Saved data entries:

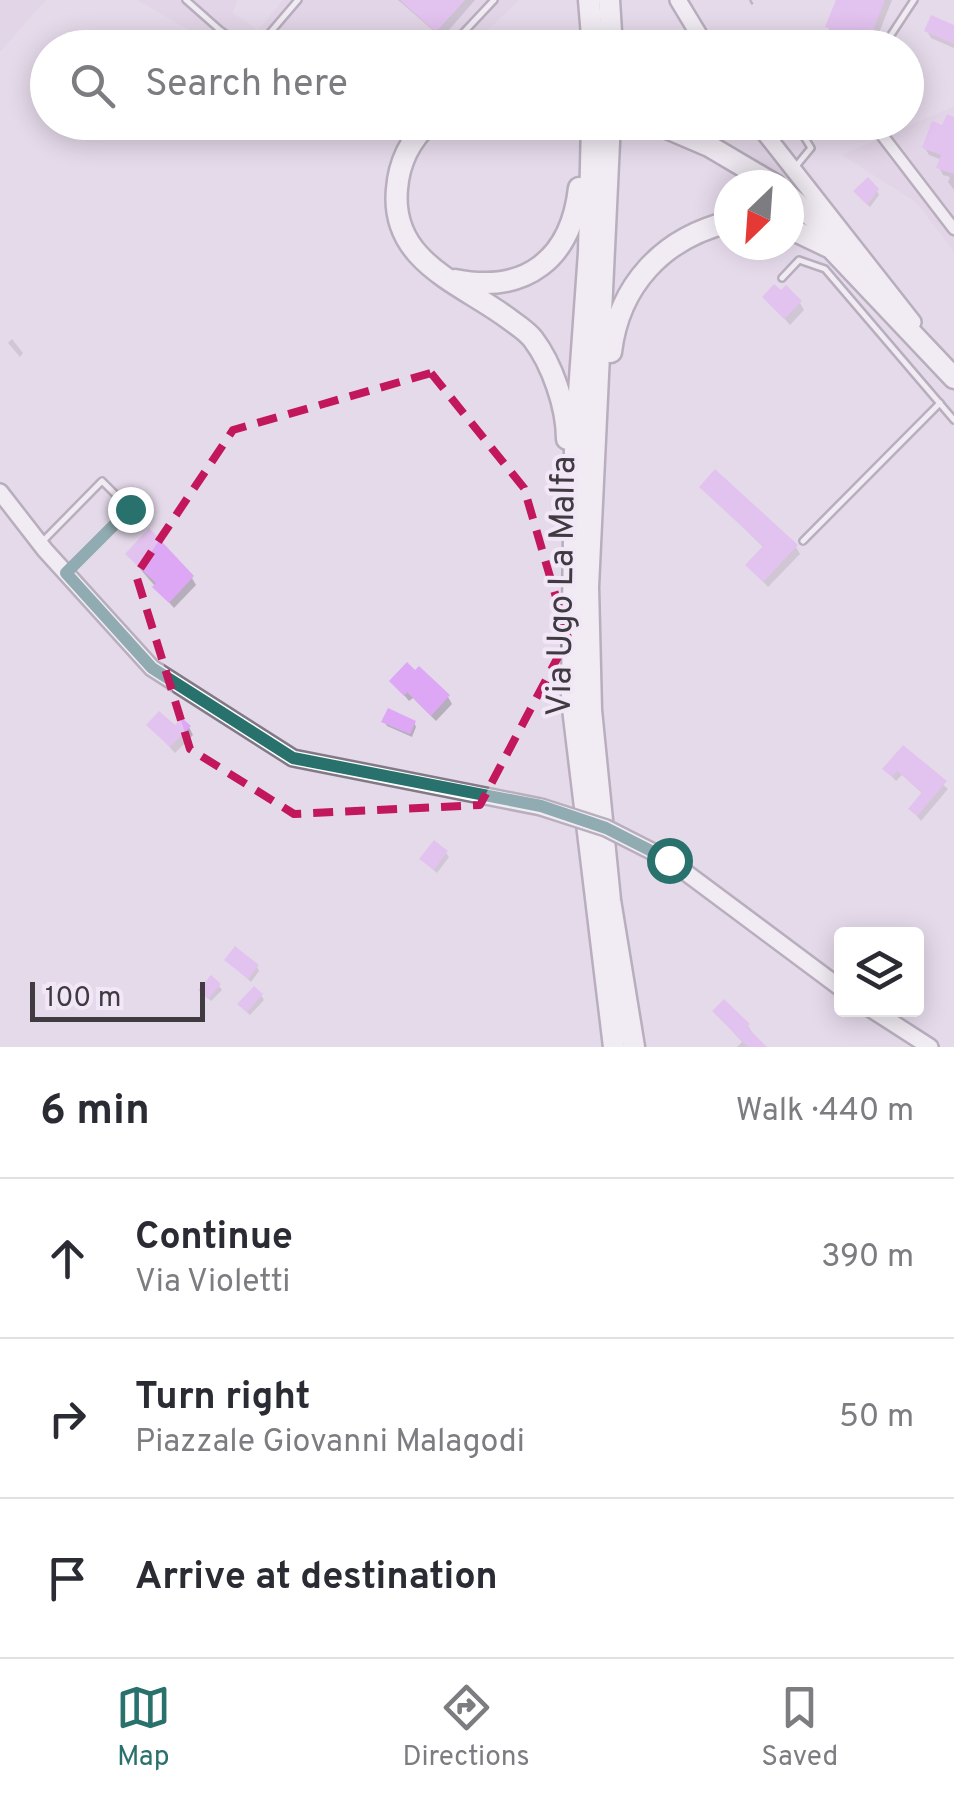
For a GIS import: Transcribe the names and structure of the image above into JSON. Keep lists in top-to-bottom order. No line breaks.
{"streets":{"highway":["Via Ugo La Malfa"]},"scale_bar":"100 m","north":"bottom left","page":{"search":"Search here","scale":"100 m","heading":["6 min","Walk · 440 m"],"list":[["Continue","Via Violetti","390 m"],["Turn right","Piazzale Giovanni Malagodi","50 m"],"Arrive at destination"],"nav":["Map","Directions","Saved"]}}
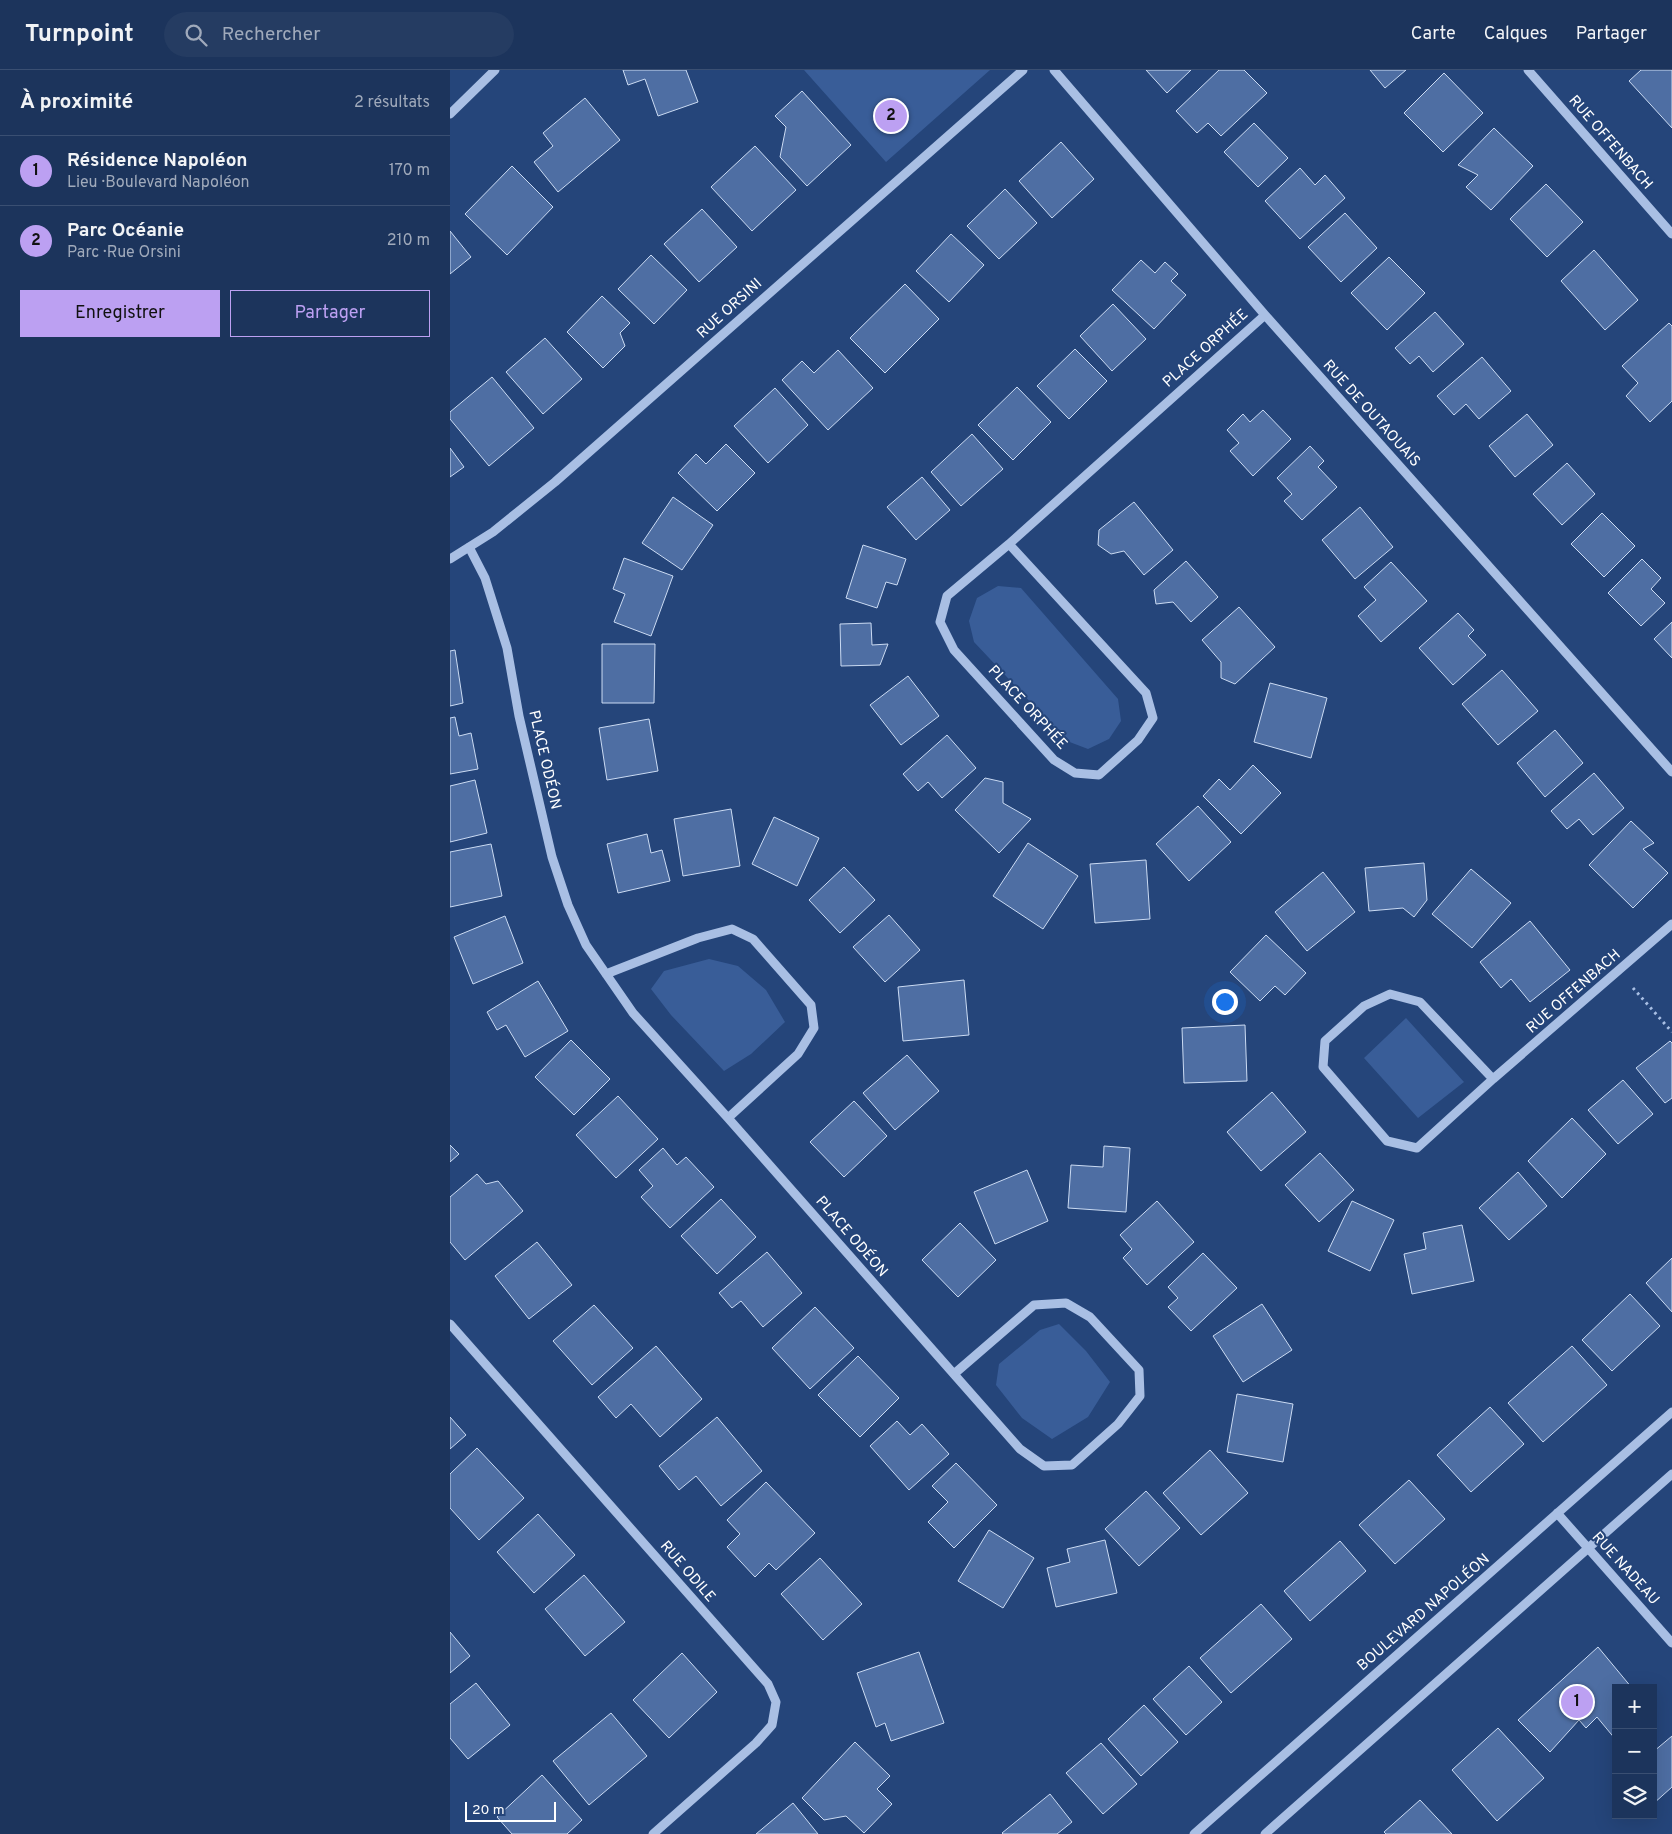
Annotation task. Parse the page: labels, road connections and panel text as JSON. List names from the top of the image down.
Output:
{
  "streets": {
    "street": [
      "RUE OFFENBACH",
      "RUE ORSINI",
      "PLACE ORPHÉE",
      "RUE DE OUTAOUAIS",
      "PLACE ODÉON",
      "RUE NADEAU",
      "RUE ODILE",
      "BOULEVARD NAPOLÉON"
    ]
  },
  "crossings": [
    ["RUE ORSINI", "PLACE ODÉON"],
    ["PLACE ORPHÉE", "RUE DE OUTAOUAIS"],
    ["RUE NADEAU", "BOULEVARD NAPOLÉON"]
  ],
  "scale_bar": "20 m",
  "page": {
    "header": "Turnpoint",
    "search": "Rechercher",
    "nav": ["Carte", "Calques", "Partager"],
    "heading": ["À proximité", "2 résultats"],
    "pins": ["2", "1"],
    "list": [
      {
        "mark": "1",
        "name": "Résidence Napoléon",
        "note": "Lieu · Boulevard Napoléon",
        "value": "170 m"
      },
      {
        "mark": "2",
        "name": "Parc Océanie",
        "note": "Parc · Rue Orsini",
        "value": "210 m"
      }
    ],
    "buttons": ["Enregistrer", "Partager"],
    "map_buttons": ["+", "−"],
    "scale": "20 m"
  }
}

Exercise description:
Output each line of the records exactly. Any picture is skipped.

Task output:
For a GIS import: Transcribe the names and structure of the image above into JSON. Keep lists in top-to-bottom order. No line breaks.
{"streets":{"highway":["Via Ugo La Malfa"]},"scale_bar":"100 m","north":"bottom left","page":{"search":"Search here","scale":"100 m","heading":["6 min","Walk · 440 m"],"list":[["Continue","Via Violetti","390 m"],["Turn right","Piazzale Giovanni Malagodi","50 m"],"Arrive at destination"],"nav":["Map","Directions","Saved"]}}
Annotation task. Parse the page: labels, road connections and panel text as JSON. List names from the top of the image down.
Output:
{
  "streets": {
    "street": [
      "RUE OFFENBACH",
      "RUE ORSINI",
      "PLACE ORPHÉE",
      "RUE DE OUTAOUAIS",
      "PLACE ODÉON",
      "RUE NADEAU",
      "RUE ODILE",
      "BOULEVARD NAPOLÉON"
    ]
  },
  "crossings": [
    ["RUE ORSINI", "PLACE ODÉON"],
    ["PLACE ORPHÉE", "RUE DE OUTAOUAIS"],
    ["RUE NADEAU", "BOULEVARD NAPOLÉON"]
  ],
  "scale_bar": "20 m",
  "page": {
    "header": "Turnpoint",
    "search": "Rechercher",
    "nav": ["Carte", "Calques", "Partager"],
    "heading": ["À proximité", "2 résultats"],
    "pins": ["2", "1"],
    "list": [
      {
        "mark": "1",
        "name": "Résidence Napoléon",
        "note": "Lieu · Boulevard Napoléon",
        "value": "170 m"
      },
      {
        "mark": "2",
        "name": "Parc Océanie",
        "note": "Parc · Rue Orsini",
        "value": "210 m"
      }
    ],
    "buttons": ["Enregistrer", "Partager"],
    "map_buttons": ["+", "−"],
    "scale": "20 m"
  }
}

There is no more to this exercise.